* [DESCRIPTION OF THE TASK] When you transcribe the entries below, begin at their first line and stop after the line containing "position:absolute; left:1921px; top:12px;"; pictures stay out.

───

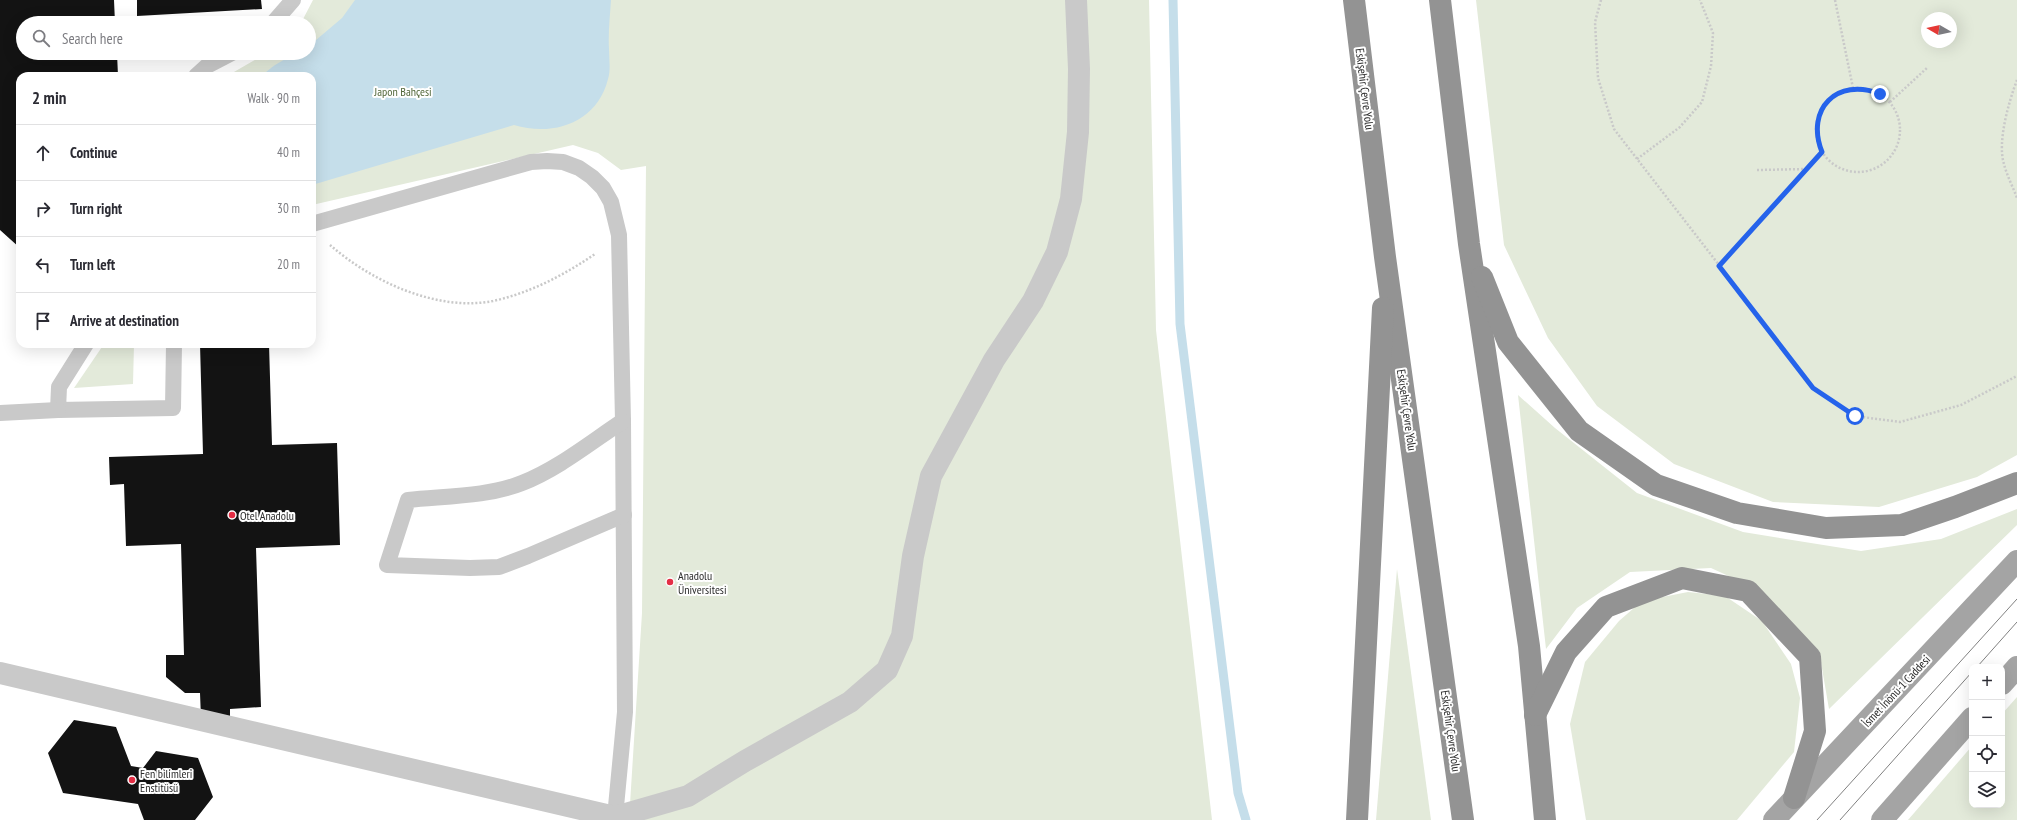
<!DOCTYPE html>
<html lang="en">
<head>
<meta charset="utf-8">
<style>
	:root { --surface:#fff; --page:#f2f2f3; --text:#2b2b33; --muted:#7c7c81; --line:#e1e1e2 }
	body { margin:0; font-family:"PT Sans Narrow",sans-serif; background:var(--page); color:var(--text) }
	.controls { position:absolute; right:12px; bottom:12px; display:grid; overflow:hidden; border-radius:8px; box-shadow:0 4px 16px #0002 }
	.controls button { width:36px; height:36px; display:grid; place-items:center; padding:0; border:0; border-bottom:1px solid var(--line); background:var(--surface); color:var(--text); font:20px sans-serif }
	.compass { position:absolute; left:1921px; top:12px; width:36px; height:36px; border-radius:50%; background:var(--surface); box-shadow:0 4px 16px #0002; rotate:279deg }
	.stop { position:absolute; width:12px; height:12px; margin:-9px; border:3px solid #2563eb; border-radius:50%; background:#fff }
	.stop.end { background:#2563eb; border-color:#fff; box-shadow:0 1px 4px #0008 }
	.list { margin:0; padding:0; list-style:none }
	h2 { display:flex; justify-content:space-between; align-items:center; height:52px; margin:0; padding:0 16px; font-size:17px }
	h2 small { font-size:13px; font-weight:400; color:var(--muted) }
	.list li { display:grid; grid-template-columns:26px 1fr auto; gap:12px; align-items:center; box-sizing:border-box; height:56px; padding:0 16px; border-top:1px solid var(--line) }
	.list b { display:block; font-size:15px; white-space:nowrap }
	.list em { font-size:13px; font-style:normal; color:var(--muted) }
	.icon { flex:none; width:22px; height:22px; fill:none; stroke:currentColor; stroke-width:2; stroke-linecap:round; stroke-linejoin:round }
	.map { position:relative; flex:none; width:2017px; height:820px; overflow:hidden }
	.search { position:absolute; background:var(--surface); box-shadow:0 4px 16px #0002; left:16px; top:16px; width:300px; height:44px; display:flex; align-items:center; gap:10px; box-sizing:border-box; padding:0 14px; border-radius:22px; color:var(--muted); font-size:15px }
	.panel { position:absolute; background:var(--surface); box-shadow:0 4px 16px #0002; left:16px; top:72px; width:300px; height:276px; border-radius:12px }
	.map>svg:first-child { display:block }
	.green { fill:#e3eada; fill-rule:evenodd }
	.water { fill:#c5deea }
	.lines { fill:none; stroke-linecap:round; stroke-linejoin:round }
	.stream { stroke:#c5deea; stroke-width:9 }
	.building { fill:#131313 }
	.path { stroke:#c9c9c9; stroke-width:2.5; stroke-dasharray:2 2; stroke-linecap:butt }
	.lane { stroke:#c9c9c9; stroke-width:16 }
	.street { stroke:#c9c9c9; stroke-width:22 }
	.primary { stroke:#a4a4a4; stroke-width:22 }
	.highway { stroke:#939393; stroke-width:22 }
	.tram { stroke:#818181; stroke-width:1 }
	.route { stroke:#2563eb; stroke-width:5 }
	.poi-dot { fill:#e42e45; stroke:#fff; stroke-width:1.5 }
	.labels { text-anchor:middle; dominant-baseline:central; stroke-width:4; stroke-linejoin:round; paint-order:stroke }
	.street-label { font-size:12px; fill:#2c2c2c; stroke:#fff }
	.park-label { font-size:12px; fill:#52673a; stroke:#fff }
	.poi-label { font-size:12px; fill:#2c2c2c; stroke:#fff; text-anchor:start }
</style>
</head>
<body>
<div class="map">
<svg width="2017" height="820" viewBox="0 0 2017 820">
	<rect width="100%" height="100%" fill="#fff"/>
	<g class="green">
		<polygon points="313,0 1149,0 1156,330 1212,820 629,820 642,613 646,166 621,170 598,153 573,145 312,205 312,76 227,76 267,53 309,53 309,23 301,23"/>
		<path d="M1476,0H2017V455L1977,477L1879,507L1773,502L1674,464L1597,406L1548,338L1504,245ZM1927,18H1951V42H1927Z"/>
		<polygon points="104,344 134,344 133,384 74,388"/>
		<polygon points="1518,395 1555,428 1637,493 1743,532 1861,551 1941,539 2017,509 2017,525 1829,709 1819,651 1759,590 1711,568 1630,572 1577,608 1546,649"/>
		<polygon points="1397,569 1431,820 1376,820"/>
		<polygon points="1688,592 1725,596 1762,621 1791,664 1800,698 1794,752 1737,820 1586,820 1570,724 1585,662 1619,621 1642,601"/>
		<polygon points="2017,697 2017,820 1908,820 1972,746 1972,805 2002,805 2002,714"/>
	</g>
	<path class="water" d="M355,0H611C610,16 608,33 609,49C609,59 611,69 608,79C597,123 553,137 514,125L312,185V76H262C274,64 292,53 309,53V46L342,18Z"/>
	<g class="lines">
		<polyline class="stream" points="1173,0 1180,324 1238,793 1246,820"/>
	</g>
	<g class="building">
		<polygon points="0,0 114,0 115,23 23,23 23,53 117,53 118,76 20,76 20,248 0,230"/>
		<polygon points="137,0 261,0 262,9 137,16"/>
		<polygon points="200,344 269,344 272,445 337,443 340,545 256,548 261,707 230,709 230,717 201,718 200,693 185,693 166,677 166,655 184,655 181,544 126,546 124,484 110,485 109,457 203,454"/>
		<polygon points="74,720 116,727 131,766 143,768 156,751 198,758 213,797 195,820 144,820 138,804 63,793 48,753"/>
	</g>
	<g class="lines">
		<g class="path">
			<polyline points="1601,0 1595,22 1598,78 1614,129 1719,265"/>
			<polyline points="1835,0 1853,88"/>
			<path d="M2017,80C2009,101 1997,142 2004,164C2007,176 2013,187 2017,198"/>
			<circle cx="1858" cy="130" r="42"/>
			<polyline points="1890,102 1928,67"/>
			<polyline points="1637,159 1680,127 1702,102 1711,66 1713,33 1700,0"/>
			<polyline points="1807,169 1719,265 1813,389 1855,416 1900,422 1961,405 2017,376"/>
			<polyline points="1757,170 1807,169 1822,152"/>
			<path d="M330,245C371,281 437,312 493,301C530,293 564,275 595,254"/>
		</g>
		<g class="lane">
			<polyline points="273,23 293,0"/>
			<polyline points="196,76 207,66 232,53"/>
			<polyline points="312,224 531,162 547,161 563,162 579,168 592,177 603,188 611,202 619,235 623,421 625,712 615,817"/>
			<polyline points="86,344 59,387 58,410 173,408 174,344"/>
			<polyline points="0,413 58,410"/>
			<path d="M623,421C591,442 558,469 522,483C487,497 445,496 408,500L387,565L470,568L499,567L528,556L624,515"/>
		</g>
		<polyline class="street" points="0,673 615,817 688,796 745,761 850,702 887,670 902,636 913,556 931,476 994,360 1033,301 1057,252 1071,199 1078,132 1079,69 1076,0"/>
		<g class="primary">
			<polyline points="2002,684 2017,667"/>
			<polyline points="1774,820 2017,561"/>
			<polyline points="1882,820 1972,718"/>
		</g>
		<g class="highway">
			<polyline points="1354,0 1385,257 1463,820"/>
			<polyline points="1440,0 1469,244 1529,646 1545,820"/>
			<polyline points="1482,277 1508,342 1579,431 1656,485 1737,513 1826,528 1902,525 1955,507 2017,483"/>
			<polyline points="1535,715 1566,652 1606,607 1682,578 1748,591 1810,657 1815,731 1794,798"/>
			<polyline points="1357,820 1383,308"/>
		</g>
		<g class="tram">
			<polyline points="1977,667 2017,622"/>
			<polyline points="1817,820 2017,599"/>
			<polyline points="1840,820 1972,672"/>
		</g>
	</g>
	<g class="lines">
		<path class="route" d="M1855,416L1813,388L1719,266L1822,152C1805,109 1837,77 1880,94"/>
	</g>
	<g class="poi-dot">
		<circle cx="232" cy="515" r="4"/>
		<circle cx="670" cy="582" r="4"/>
		<circle cx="132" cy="780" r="4"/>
	</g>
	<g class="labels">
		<g class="street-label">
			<text transform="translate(1365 89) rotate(83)">Eskişehir Çevre Yolu</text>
			<text transform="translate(1407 410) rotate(82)">Eskişehir Çevre Yolu</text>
			<text transform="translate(1896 691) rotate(-47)">İsmet İnönü-1 Caddesi</text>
			<text transform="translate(1451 731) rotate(82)">Eskişehir Çevre Yolu</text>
		</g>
		<g class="park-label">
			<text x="403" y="91">Japon Bahçesi</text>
		</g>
		<g class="poi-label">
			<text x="240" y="515">Otel Anadolu</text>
			<text x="678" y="575">Anadolu<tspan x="678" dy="14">Üniversitesi</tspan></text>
			<text x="140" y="773">Fen bilimleri<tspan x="140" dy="14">Enstitüsü</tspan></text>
		</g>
	</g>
</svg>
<div class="controls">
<button>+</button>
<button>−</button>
<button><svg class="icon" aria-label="locate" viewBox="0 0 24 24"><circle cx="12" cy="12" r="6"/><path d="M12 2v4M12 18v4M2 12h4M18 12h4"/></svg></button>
<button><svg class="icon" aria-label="layers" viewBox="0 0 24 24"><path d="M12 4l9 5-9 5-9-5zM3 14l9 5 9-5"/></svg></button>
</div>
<svg class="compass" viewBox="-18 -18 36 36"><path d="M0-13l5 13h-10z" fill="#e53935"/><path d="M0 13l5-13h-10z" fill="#7c7c81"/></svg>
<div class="stop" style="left:1855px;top:416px"></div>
<div class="stop end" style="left:1880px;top:94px"></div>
<div class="search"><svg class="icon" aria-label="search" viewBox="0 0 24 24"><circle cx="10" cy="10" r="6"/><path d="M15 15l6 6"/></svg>Search here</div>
<section class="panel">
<h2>2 min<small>Walk · 90 m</small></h2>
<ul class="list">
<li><svg class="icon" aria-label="ahead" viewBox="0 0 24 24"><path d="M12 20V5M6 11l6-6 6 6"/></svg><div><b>Continue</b></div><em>40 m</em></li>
<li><svg class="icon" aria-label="right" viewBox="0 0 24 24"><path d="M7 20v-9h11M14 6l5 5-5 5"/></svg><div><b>Turn right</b></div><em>30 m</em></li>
<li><svg class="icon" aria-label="left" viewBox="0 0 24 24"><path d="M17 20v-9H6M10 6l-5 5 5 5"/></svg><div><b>Turn left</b></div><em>20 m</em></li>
<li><svg class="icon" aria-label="arrive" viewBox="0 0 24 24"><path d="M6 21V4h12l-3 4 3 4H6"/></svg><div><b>Arrive at destination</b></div></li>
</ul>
</section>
</div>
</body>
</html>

───

* [RESPONSE BELOW]
<!DOCTYPE html>
<html lang="en">
<head>
<meta charset="utf-8">
<style>
	:root { --surface:#fff; --page:#f2f2f3; --text:#2b2b33; --muted:#7c7c81; --line:#e1e1e2 }
	body { margin:0; font-family:"PT Sans Narrow",sans-serif; background:var(--page); color:var(--text) }
	.controls { position:absolute; right:12px; bottom:12px; display:grid; overflow:hidden; border-radius:8px; box-shadow:0 4px 16px #0002 }
	.controls button { width:36px; height:36px; display:grid; place-items:center; padding:0; border:0; border-bottom:1px solid var(--line); background:var(--surface); color:var(--text); font:20px sans-serif }
	.compass { position:absolute; left:1921px; top:12px; width:36px; height:36px; border-radius:50%; background:var(--surface); box-shadow:0 4px 16px #0002; rotate:279deg }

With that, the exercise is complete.